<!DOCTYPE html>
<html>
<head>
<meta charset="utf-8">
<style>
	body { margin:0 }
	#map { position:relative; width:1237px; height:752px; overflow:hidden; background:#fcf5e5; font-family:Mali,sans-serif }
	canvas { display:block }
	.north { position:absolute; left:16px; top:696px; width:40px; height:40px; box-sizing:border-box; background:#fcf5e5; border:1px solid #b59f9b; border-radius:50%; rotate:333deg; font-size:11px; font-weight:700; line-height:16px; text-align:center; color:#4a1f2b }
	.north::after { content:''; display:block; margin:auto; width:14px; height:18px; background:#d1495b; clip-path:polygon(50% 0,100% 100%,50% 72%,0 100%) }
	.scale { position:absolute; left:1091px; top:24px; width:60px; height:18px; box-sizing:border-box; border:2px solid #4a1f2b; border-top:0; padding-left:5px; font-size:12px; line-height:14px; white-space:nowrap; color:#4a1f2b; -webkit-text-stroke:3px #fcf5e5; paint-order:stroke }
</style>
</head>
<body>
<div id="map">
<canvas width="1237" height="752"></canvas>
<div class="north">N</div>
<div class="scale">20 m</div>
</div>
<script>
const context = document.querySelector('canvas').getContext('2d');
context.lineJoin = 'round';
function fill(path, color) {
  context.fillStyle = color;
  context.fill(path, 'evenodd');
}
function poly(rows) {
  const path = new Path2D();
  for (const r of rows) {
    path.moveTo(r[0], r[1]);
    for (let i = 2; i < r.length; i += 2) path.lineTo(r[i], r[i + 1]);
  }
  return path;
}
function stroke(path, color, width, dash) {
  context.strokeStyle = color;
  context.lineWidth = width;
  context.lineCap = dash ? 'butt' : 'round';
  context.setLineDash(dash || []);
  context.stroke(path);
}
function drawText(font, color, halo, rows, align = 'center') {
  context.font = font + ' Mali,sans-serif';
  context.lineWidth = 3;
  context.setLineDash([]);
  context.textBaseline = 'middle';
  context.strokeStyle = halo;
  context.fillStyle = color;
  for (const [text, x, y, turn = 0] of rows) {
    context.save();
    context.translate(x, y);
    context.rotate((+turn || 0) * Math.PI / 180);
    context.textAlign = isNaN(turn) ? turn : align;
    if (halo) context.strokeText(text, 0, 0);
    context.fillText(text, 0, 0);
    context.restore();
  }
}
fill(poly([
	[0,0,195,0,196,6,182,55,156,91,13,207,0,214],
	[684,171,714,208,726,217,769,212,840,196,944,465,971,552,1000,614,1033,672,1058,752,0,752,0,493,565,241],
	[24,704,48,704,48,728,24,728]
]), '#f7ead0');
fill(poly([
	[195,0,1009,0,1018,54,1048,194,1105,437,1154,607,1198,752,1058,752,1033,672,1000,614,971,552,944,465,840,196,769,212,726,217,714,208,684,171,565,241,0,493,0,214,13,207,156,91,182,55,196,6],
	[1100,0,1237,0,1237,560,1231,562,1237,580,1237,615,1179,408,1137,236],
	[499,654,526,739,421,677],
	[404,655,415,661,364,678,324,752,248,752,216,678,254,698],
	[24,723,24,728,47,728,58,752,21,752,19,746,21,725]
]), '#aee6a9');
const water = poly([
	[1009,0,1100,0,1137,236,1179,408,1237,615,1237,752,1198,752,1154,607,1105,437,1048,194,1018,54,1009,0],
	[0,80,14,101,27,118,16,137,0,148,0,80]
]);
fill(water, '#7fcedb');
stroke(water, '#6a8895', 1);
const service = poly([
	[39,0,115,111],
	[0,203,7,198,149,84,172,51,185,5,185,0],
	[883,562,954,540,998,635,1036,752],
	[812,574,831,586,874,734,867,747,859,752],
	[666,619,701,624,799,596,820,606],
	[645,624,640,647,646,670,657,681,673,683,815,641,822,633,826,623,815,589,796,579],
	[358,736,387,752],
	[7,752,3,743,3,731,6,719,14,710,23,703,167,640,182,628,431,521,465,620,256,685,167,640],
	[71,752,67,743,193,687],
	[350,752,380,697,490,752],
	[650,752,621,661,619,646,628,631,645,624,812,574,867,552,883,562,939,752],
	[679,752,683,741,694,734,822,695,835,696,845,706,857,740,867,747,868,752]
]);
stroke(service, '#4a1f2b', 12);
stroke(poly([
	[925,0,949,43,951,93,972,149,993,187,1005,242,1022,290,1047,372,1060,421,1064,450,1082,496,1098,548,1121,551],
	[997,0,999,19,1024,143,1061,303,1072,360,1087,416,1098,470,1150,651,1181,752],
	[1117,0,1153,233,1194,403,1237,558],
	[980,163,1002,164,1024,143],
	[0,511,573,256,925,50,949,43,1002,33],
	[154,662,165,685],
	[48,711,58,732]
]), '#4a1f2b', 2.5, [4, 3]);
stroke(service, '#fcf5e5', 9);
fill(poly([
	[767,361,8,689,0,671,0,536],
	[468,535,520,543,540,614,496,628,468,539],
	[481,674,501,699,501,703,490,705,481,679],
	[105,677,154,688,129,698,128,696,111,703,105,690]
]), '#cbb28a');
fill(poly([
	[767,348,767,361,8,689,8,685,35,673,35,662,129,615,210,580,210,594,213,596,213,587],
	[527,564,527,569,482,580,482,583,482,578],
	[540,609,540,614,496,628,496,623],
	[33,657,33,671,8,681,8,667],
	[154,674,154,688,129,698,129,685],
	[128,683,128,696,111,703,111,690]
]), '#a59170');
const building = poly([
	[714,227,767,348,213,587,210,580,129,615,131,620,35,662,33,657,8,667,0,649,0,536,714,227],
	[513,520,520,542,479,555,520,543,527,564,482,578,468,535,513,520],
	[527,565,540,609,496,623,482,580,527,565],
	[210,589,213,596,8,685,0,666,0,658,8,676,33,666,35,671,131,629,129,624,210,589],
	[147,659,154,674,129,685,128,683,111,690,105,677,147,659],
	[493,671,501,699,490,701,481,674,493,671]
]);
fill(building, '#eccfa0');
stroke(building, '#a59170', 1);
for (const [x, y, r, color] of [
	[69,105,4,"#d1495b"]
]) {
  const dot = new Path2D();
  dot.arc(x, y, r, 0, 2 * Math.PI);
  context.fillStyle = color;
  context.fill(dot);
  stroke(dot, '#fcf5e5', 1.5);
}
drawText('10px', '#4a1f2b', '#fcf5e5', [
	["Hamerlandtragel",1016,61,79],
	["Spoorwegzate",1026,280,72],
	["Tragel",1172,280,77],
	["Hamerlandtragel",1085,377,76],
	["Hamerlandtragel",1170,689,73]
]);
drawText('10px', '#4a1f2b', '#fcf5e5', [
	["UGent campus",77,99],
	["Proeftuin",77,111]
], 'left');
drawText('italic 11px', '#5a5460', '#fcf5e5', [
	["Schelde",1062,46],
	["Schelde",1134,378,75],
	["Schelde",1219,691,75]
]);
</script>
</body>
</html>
▬▬▬▬▬▬▬▬▬▬
Identify the lines of the data that contain the word "align". Copy each of them.

# Solution to the exercise:
	.north { position:absolute; left:16px; top:696px; width:40px; height:40px; box-sizing:border-box; background:#fcf5e5; border:1px solid #b59f9b; border-radius:50%; rotate:333deg; font-size:11px; font-weight:700; line-height:16px; text-align:center; color:#4a1f2b }
function drawText(font, color, halo, rows, align = 'center') {
    context.textAlign = isNaN(turn) ? turn : align;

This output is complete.